### [Assignment]
Your answer must be the lines from the start of the records through the line with "width:35px; border:2px solid", exactly as written, without the pictures.

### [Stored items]
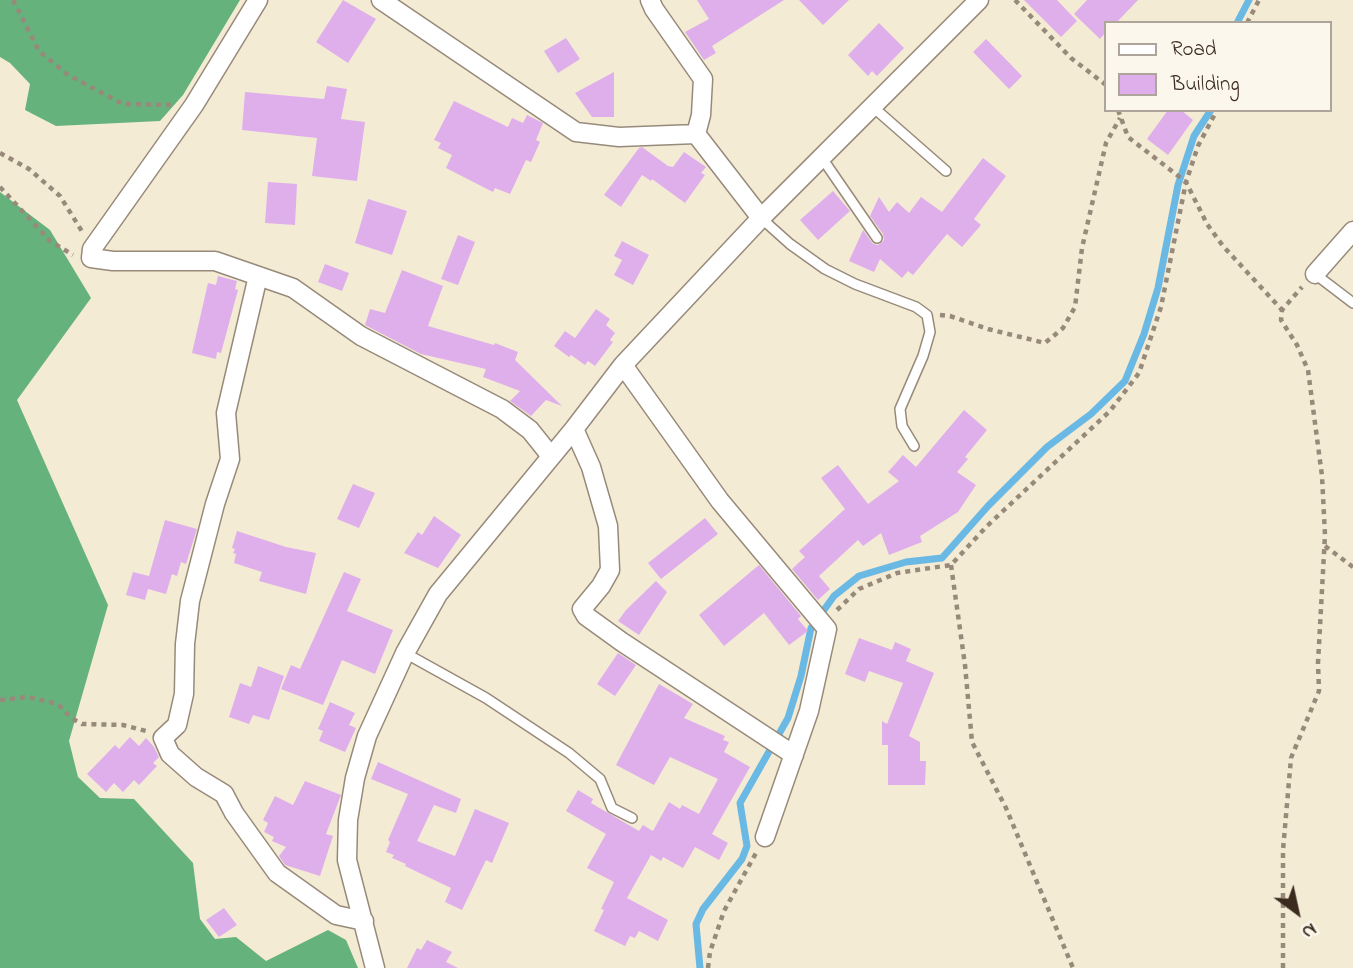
<!DOCTYPE html>
<html>
<head>
<meta charset="utf-8">
<style>
	body { margin:0 }
	#map { position:relative; width:1353px; height:968px; overflow:hidden; background:#f4ebd5; font-family:"Indie Flower",sans-serif }
	canvas { display:block }
	.legend { position:absolute; left:1104px; top:21px; width:228px; height:91px; box-sizing:border-box; background:#fbf7ec; border:2px solid #aea59a; margin:0; padding:9px 12px; list-style:none; font-size:21px; color:#3b2a1e }
	.legend li { display:flex; align-items:center; gap:14px; height:35px }
	.legend b { width:35px; border:2px solid #aea59a }
	.north { position:absolute; left:1262px; top:877px; width:70px; height:70px; -webkit-text-stroke:5px #fbf7ec; paint-order:stroke; rotate:147deg; font-size:19px; font-weight:700; line-height:28px; text-align:center; color:#3b2a1e }
	.north::after { content:''; display:block; margin:auto; width:24px; height:32px; background:#3b2a1e; clip-path:polygon(50% 0,100% 100%,50% 72%,0 100%) }
</style>
</head>
<body>
<div id="map">
<canvas width="1353" height="968"></canvas>
<ul class="legend">
<li><b style="height:9px;background:#fff"></b>Road</li>
<li><b style="height:19px;background:#dfafeb"></b>Building</li>
</ul>
<div class="north">N</div>
</div>
<script>
const context = document.querySelector('canvas').getContext('2d');
context.lineJoin = 'round';
function fill(path, color) { context.fillStyle = color; context.fill(path, 'evenodd'); }
const shape = rows => new Path2D(rows.map(r => 'M' + r).join(''));
function stroke(path, color, width, dash) { context.strokeStyle = color; context.lineWidth = width; context.lineCap = dash ? 'butt' : 'round'; context.setLineDash(dash || []); context.stroke(path); }
fill(shape([
	[0,0,240,0,183,95,160,121,56,126,25,110,30,84,10,63,0,57],
	[0,192,50,230,91,298,17,400,108,605,69,741,78,777,100,798,134,799,193,863,200,919,215,939,236,937,266,961,328,930,346,940,358,968,0,968]
]), '#65b27c');
stroke(shape([
	[1237,23,1249,0],
	[700,968,696,924,703,909,742,859,747,846,740,803,788,718,801,676,811,628,834,596,859,576,906,562,942,558,988,506,1047,447,1091,414,1125,381,1144,334,1158,288,1178,185,1194,136,1211,110]
]), '#69b9e4', 7);
fill(shape([
	[343,0,376,19,348,63,316,42],
	[697,0,784,0,712,46,716,53,704,60,685,32,709,19],
	[799,0,849,0,823,25],
	[1024,0,1057,0,1077,21,1061,37],
	[1087,0,1138,0,1116,23,1106,23,1106,32,1100,39,1074,14],
	[879,23,904,48,877,76,872,71,868,76,848,55],
	[566,38,580,59,558,73,544,51],
	[986,39,1022,76,1009,89,973,52],
	[614,72,614,117,592,117,575,93],
	[327,86,347,89,341,119,365,122,357,181,312,176,317,138,242,130,245,92,324,99],
	[454,101,508,127,512,118,523,123,527,115,543,123,536,140,540,142,531,162,526,160,510,194,495,188,493,192,446,168,452,155,438,148,441,143,434,140],
	[1168,110,1181,110,1193,120,1168,155,1147,139],
	[642,147,668,166,673,167,684,152,706,167,701,173,705,175,685,203,652,179,651,181,642,175,621,207,604,195,639,148],
	[983,158,1006,176,974,219,981,225,962,247,947,234,913,275,908,271,902,278,880,259,874,272,849,261,863,230,873,244,878,245,884,240,883,234,870,216,879,197,889,212,897,202,909,213,921,197,942,212],
	[268,182,297,184,295,225,265,223],
	[833,191,850,211,818,240,800,220],
	[368,199,407,211,392,255,355,243],
	[458,235,475,242,458,285,441,279],
	[622,241,649,255,633,285,614,275,622,260,614,256],
	[325,264,349,273,342,291,318,282],
	[402,270,443,286,428,326,494,345,495,343,518,352,515,360,562,406,546,400,531,416,510,401,520,391,483,377,486,369,421,354,365,325,370,309,385,313],
	[218,276,237,281,235,289,238,290,221,353,217,352,216,359,192,353,208,283,216,285],
	[596,309,610,319,606,325,615,333,610,340,613,342,595,366,588,361,585,365,571,355,569,357,554,346,565,331,575,338],
	[964,410,987,430,965,457,968,459,957,472,976,485,958,512,920,536,922,542,889,555,881,533,863,546,858,540,819,576,830,589,818,600,792,569,805,557,799,551,845,509,821,478,838,465,868,504,899,481,888,472,903,455,916,467],
	[353,484,375,493,359,528,337,519],
	[434,516,461,535,438,568,404,553,418,532,422,535],
	[705,518,718,534,661,579,648,563],
	[165,520,197,529,186,564,181,562,177,576,172,574,166,594,148,589,145,600,126,595,133,572,149,576],
	[237,531,286,547,316,553,306,594,259,581,262,572,234,563,236,554,233,553,235,549,232,548],
	[759,565,801,616,798,619,808,631,789,645,764,613,724,646,699,615],
	[344,572,361,579,347,611,393,630,375,674,342,660,323,705,281,689,291,665,300,669],
	[656,581,667,592,639,635,618,621,626,610],
	[859,638,892,650,895,642,911,649,906,661,934,673,909,736,920,742,920,761,926,761,925,785,888,785,888,745,882,745,882,721,887,724,903,683,869,671,865,682,845,674],
	[618,653,636,665,615,696,597,684],
	[258,666,284,676,269,720,253,715,249,724,229,717,240,683,251,687],
	[659,684,693,704,684,718,725,736,723,740,729,742,724,752,750,767,712,834,728,843,719,860,695,847,683,868,663,857,661,861,651,855,627,898,668,920,658,941,639,931,635,938,630,936,625,946,594,931,604,910,601,909,614,882,587,868,606,834,566,811,578,790,593,799,591,803,639,831,643,825,653,831,669,802,680,809,682,805,699,814,718,779,670,757,654,785,616,765],
	[330,702,355,713,349,725,356,728,345,752,319,741,323,731,318,729],
	[130,737,139,746,146,738,154,747,159,757,153,763,157,766,139,785,134,780,123,792,114,783,106,792,87,774,115,745,119,749],
	[378,762,461,799,456,813,434,805,417,841,455,856,475,809,509,823,492,863,486,860,462,910,445,902,451,888,405,866,406,864,392,858,394,855,386,852,390,842,388,840,408,794,371,779],
	[305,781,341,795,326,834,333,836,320,876,285,865,279,856,286,847,272,841,274,837,264,832,268,823,263,820,275,796,293,805],
	[224,908,237,925,219,937,206,920],
	[427,940,452,952,446,962,458,968,407,968,417,948,421,950]
]), '#dfafeb');
const service = shape([
	[873,107,946,171],
	[822,158,877,238],
	[761,218,790,244,825,269,855,284,916,307,927,315,930,332,923,356,900,409,902,426,914,446],
	[1315,274,1353,303],
	[405,653,486,698,569,753,600,779,612,808,632,818]
]);
const minor = shape([
	[258,0,194,105,92,249,91,258,113,261,215,261,293,288,361,336,502,409,530,430,550,455],
	[381,0,576,132,619,137,696,134,761,218],
	[650,0,654,9,703,79,701,115,696,134],
	[1315,274,1353,231],
	[258,276,226,413,230,459,215,504,190,601,185,644,184,694,177,725,163,738,170,754,196,777,224,794,234,813,277,873,336,915,364,921],
	[623,365,720,501,827,629,809,711,765,837],
	[574,429,591,467,608,526,610,570,601,586,582,609,586,616,622,642,794,755],
	[375,968,347,860,348,820,355,778,367,736,405,653,438,594,574,429,623,365,761,218,979,0]
]);
stroke(service, '#988a7a', 12);
stroke(minor, '#988a7a', 21);
stroke(shape([
	[13,0,39,51,68,75,123,104,173,105],
	[1015,0,1071,58,1106,85],
	[1247,23,1259,0],
	[1118,110,1128,137,1186,182,1207,224,1223,246,1282,310],
	[0,153,29,169,60,196,83,233],
	[0,187,50,241,73,255],
	[940,315,950,316,988,329,1045,343,1063,328,1075,307,1082,248,1106,143,1120,118],
	[1325,546,1353,567],
	[951,565,965,665,972,742,1006,808,1073,968],
	[837,610,859,589,897,573,951,565,987,526,1110,411,1139,373,1161,307,1186,182,1198,146,1217,110],
	[0,700,28,697,58,704,71,718,82,724,123,725,146,731],
	[708,968,710,952,724,911,756,853],
	[1283,968,1283,850,1291,758,1319,691,1318,663,1325,535,1322,476,1308,370,1297,345,1281,320,1282,310,1302,287]
]), '#988a7a', 4.5, [5, 5]);
stroke(service, '#fff', 9);
stroke(minor, '#fff', 18);
</script>
</body>
</html>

### [Response to this exercise]
<!DOCTYPE html>
<html>
<head>
<meta charset="utf-8">
<style>
	body { margin:0 }
	#map { position:relative; width:1353px; height:968px; overflow:hidden; background:#f4ebd5; font-family:"Indie Flower",sans-serif }
	canvas { display:block }
	.legend { position:absolute; left:1104px; top:21px; width:228px; height:91px; box-sizing:border-box; background:#fbf7ec; border:2px solid #aea59a; margin:0; padding:9px 12px; list-style:none; font-size:21px; color:#3b2a1e }
	.legend li { display:flex; align-items:center; gap:14px; height:35px }
	.legend b { width:35px; border:2px solid #aea59a }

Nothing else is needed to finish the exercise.